Apenas concibieron este segundo pensamiento, cada uno se apresuró a informar al Emperador del Fuego y al Emperador del Vacío. Sin embargo, estos dos emperadores, gravemente heridos, estaban curándose en reclusión y no salían.

Los generales esperaron un rato sin recibir la convocatoria del Emperador del Fuego ni del Emperador del Vacío, y se agitaban como hormigas en una olla caliente, yendo de un lado a otro.

—¡Deberíamos rescatar al Emperador Hao Tian primero! —exclamó de repente el Emperador Blanco del Oeste—. Si dejamos que el Pastor Celestial actúe, ¡el Emperador Hao Tian no podrá escapar de su destino!

El Emperador Verde del Este lo miró de reojo y dijo:

—¡Buena idea! Hermano Emperador Blanco, ve rápido a rescatar al Emperador Hao Tian. ¡Nosotros iremos enseguida!

El Emperador Blanco dudó, indeciso:

—Este tipo es de la facción del Emperador del Amanecer. ¿Por qué está tan empeñado en que yo vaya a rescatar al Emperador Hao Tian?

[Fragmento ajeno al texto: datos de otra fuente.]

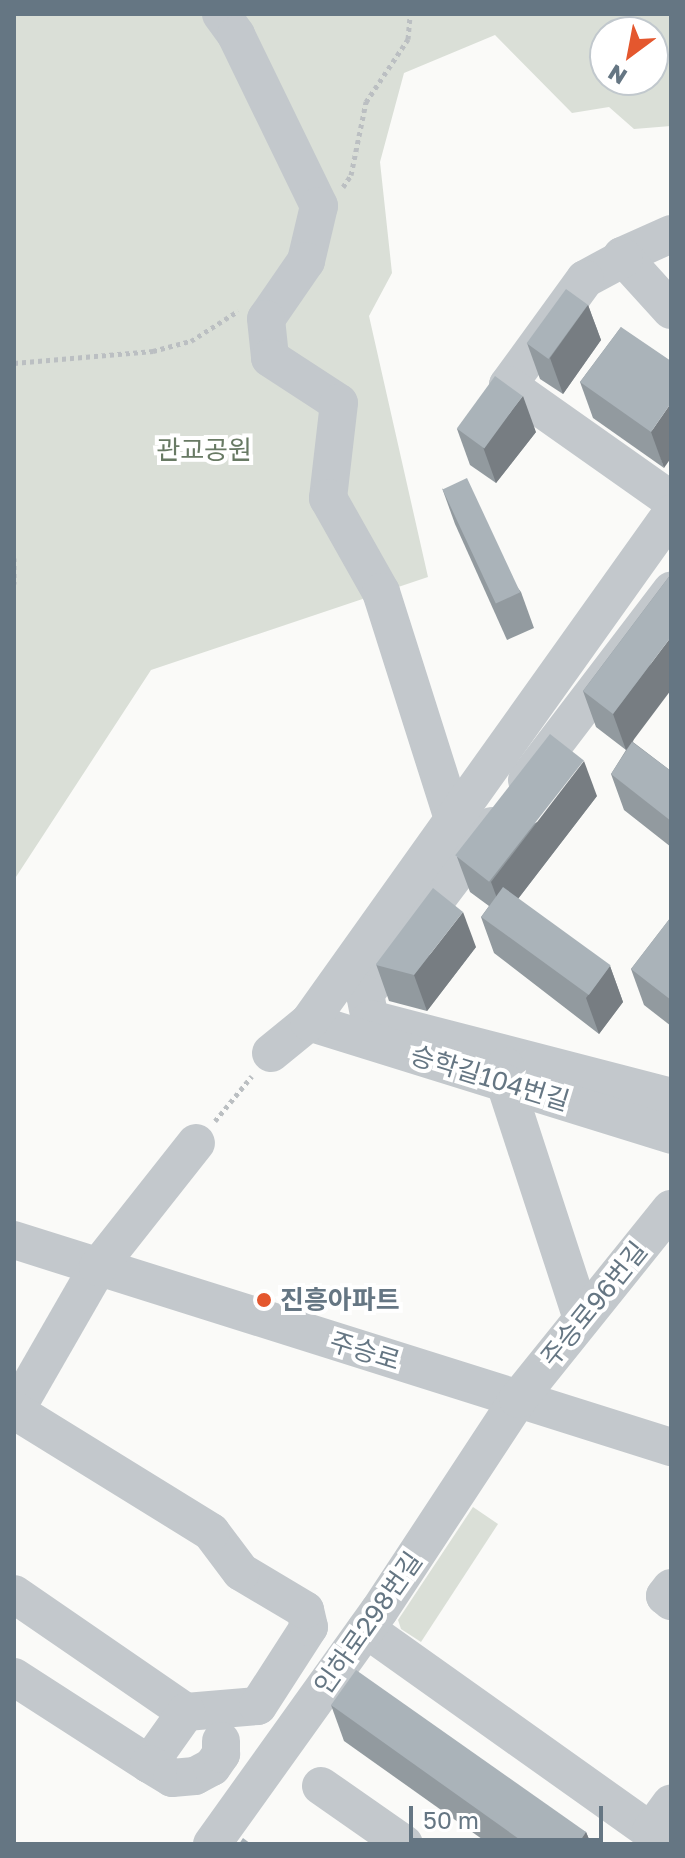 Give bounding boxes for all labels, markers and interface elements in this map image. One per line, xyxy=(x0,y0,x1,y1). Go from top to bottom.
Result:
north arrow xyxy=(589,16,669,96)
text: N xyxy=(603,59,631,91)
park label: 관교공원 xyxy=(156,434,252,466)
street label: 승학길104번길 xyxy=(407,1039,573,1117)
street label: 주승로96번길 xyxy=(534,1235,654,1373)
place label: 진흥아파트 xyxy=(280,1284,400,1316)
marker: 진흥아파트 xyxy=(255,1291,273,1309)
street label: 주승로 xyxy=(326,1326,404,1376)
street label: 인하로298번길 xyxy=(308,1546,428,1700)
scale bar xyxy=(413,1790,607,1840)
text: 50 m xyxy=(423,1805,479,1834)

Ah, ya entiendo. Si voy a rescatar al Emperador Hao Tian y sé que lo han golpeado tan mal, ¡estaré muerto!

No dijo más. Los demás reyes celestiales y maestros celestiales se miraron unos a otros, también dudando.

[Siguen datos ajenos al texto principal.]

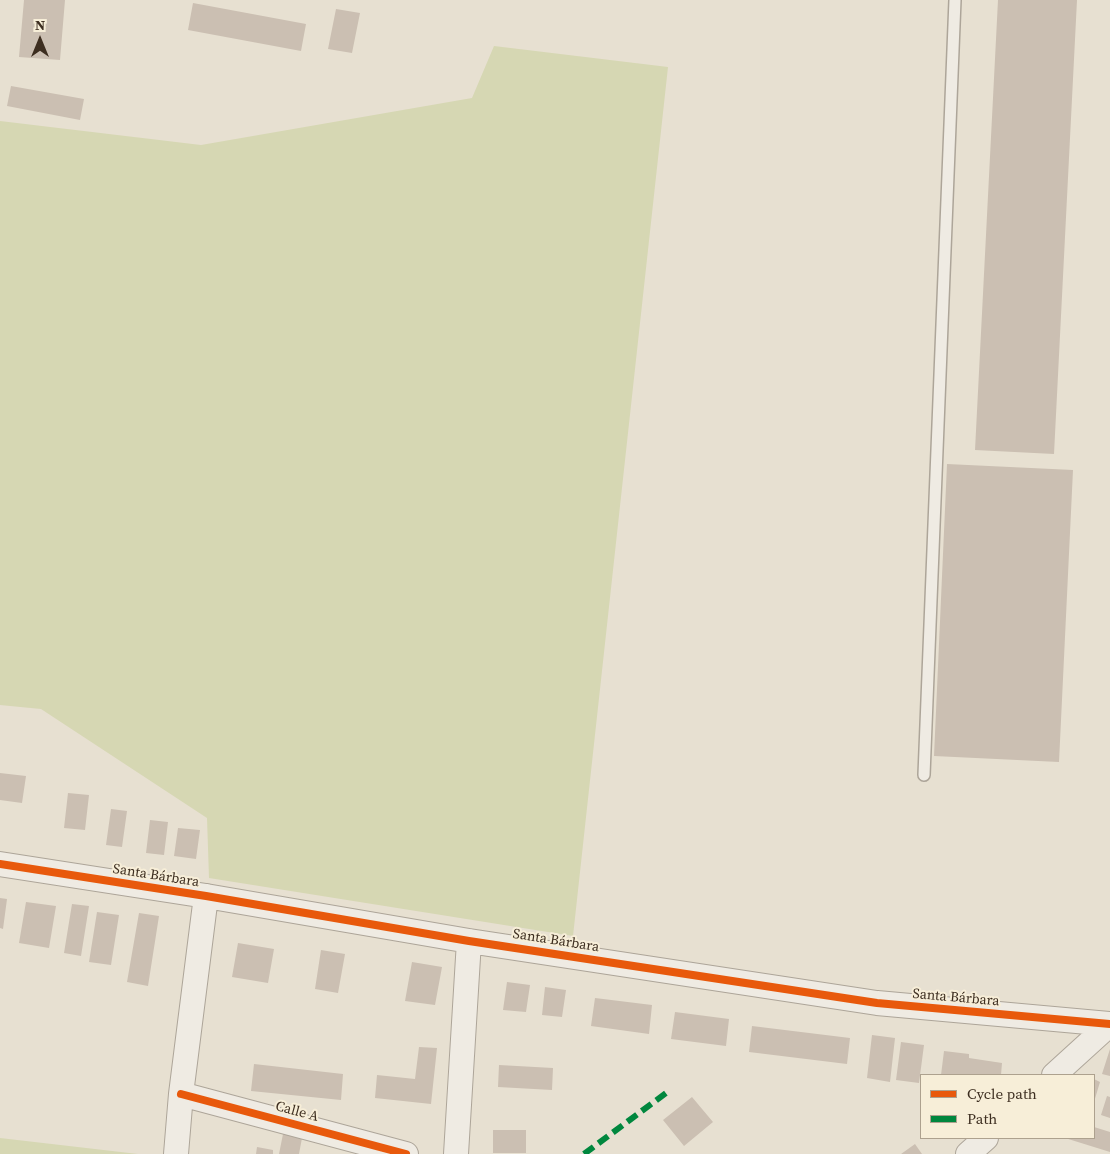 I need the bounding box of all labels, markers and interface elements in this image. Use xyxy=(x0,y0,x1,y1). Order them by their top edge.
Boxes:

Al cabo de un rato, el Segundo Maestro Celestial, Meng Yungui, carraspeó y dijo:

—Enviemos a un gran general de cada uno para perseguir al Pastor Celestial. En cuanto al resto, no sabemos nada.

Todos intercambiaron miradas y asintieron en silencio.

En ese momento, un general del Ojo Celestial llegó apresuradamente para informar:

—¡Grandes noticias! ¡El Emperador Hao Tian ha sido derribado por el Pastor Celestial hasta caer dentro de la ciudad!

Los maestros celestiales, reyes celestiales, y los emperadores Verde y Blanco exclamaron con sorpresa, sintiendo un frío en el corazón. La reputación del Emperador Hao Tian estaba completamente arruinada.

—¿Qué hacemos ahora...? —murmuró Meng Yungui, sintiendo una profunda impotencia en su interior.